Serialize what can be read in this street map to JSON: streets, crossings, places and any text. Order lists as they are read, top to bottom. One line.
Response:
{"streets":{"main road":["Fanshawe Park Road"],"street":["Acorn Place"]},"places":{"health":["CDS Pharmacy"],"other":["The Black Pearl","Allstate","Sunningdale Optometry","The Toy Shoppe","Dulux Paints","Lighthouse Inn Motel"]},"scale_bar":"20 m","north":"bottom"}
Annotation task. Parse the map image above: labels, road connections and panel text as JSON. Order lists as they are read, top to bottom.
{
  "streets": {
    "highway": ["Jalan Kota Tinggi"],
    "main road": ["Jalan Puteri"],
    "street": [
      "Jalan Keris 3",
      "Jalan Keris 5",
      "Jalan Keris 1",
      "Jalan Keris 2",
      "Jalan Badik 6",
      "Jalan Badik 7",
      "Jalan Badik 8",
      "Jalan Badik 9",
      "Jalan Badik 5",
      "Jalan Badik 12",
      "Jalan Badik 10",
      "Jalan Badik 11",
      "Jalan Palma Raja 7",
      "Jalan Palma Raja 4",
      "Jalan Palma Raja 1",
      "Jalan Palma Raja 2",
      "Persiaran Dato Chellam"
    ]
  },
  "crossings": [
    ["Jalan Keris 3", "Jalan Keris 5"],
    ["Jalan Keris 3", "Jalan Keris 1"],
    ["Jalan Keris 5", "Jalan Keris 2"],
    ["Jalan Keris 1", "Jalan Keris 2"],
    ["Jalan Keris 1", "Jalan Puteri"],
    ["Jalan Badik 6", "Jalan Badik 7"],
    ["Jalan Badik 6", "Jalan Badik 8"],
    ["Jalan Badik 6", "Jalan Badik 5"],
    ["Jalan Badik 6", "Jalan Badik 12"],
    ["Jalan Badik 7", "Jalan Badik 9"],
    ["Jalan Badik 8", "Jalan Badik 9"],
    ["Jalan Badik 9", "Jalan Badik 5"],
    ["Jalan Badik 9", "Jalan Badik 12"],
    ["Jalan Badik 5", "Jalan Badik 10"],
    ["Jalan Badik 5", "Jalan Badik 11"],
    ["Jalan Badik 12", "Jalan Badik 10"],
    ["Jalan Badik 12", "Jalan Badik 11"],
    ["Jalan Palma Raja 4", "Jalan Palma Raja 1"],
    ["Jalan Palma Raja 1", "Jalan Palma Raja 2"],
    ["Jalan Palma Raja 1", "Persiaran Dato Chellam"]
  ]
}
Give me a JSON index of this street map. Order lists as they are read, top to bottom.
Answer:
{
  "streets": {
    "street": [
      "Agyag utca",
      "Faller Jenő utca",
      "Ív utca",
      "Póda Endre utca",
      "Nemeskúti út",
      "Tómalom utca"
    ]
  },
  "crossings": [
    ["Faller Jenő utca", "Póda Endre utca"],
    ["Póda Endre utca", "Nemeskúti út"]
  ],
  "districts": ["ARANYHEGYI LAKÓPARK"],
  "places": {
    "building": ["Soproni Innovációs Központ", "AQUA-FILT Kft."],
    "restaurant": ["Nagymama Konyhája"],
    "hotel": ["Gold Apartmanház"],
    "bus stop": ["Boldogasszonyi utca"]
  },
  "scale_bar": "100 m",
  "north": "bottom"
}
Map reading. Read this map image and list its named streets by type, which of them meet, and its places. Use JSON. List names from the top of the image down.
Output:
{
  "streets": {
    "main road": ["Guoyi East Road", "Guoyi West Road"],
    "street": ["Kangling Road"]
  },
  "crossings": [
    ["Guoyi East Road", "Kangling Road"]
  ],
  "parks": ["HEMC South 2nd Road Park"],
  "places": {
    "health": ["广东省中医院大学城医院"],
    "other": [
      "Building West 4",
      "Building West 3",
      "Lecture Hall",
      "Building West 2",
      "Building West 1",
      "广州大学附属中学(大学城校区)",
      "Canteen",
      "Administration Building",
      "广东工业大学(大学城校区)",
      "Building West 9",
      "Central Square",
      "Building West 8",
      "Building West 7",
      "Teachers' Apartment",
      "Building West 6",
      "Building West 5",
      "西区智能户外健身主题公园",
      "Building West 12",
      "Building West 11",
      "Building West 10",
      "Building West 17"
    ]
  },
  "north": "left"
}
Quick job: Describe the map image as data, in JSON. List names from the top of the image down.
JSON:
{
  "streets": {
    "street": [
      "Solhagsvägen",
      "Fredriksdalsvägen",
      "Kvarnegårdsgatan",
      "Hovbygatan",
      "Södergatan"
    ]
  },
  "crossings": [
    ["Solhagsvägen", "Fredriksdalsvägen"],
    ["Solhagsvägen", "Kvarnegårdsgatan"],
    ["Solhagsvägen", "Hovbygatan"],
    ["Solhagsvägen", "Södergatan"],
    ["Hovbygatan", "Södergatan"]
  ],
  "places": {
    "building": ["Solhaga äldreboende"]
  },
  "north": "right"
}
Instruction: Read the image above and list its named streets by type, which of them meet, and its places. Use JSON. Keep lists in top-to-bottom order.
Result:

= WHAT YOU WILL DO =
Once you reach the line with "Map reading. Read" in the data above, copy it and every line after it exactly, up to and including the line with "Quick job: Describe".

= SOLUTION BELOW =
Map reading. Read this map image and list its named streets by type, which of them meet, and its places. Use JSON. List names from the top of the image down.
Output:
{
  "streets": {
    "main road": ["Guoyi East Road", "Guoyi West Road"],
    "street": ["Kangling Road"]
  },
  "crossings": [
    ["Guoyi East Road", "Kangling Road"]
  ],
  "parks": ["HEMC South 2nd Road Park"],
  "places": {
    "health": ["广东省中医院大学城医院"],
    "other": [
      "Building West 4",
      "Building West 3",
      "Lecture Hall",
      "Building West 2",
      "Building West 1",
      "广州大学附属中学(大学城校区)",
      "Canteen",
      "Administration Building",
      "广东工业大学(大学城校区)",
      "Building West 9",
      "Central Square",
      "Building West 8",
      "Building West 7",
      "Teachers' Apartment",
      "Building West 6",
      "Building West 5",
      "西区智能户外健身主题公园",
      "Building West 12",
      "Building West 11",
      "Building West 10",
      "Building West 17"
    ]
  },
  "north": "left"
}
Quick job: Describe the map image as data, in JSON. List names from the top of the image down.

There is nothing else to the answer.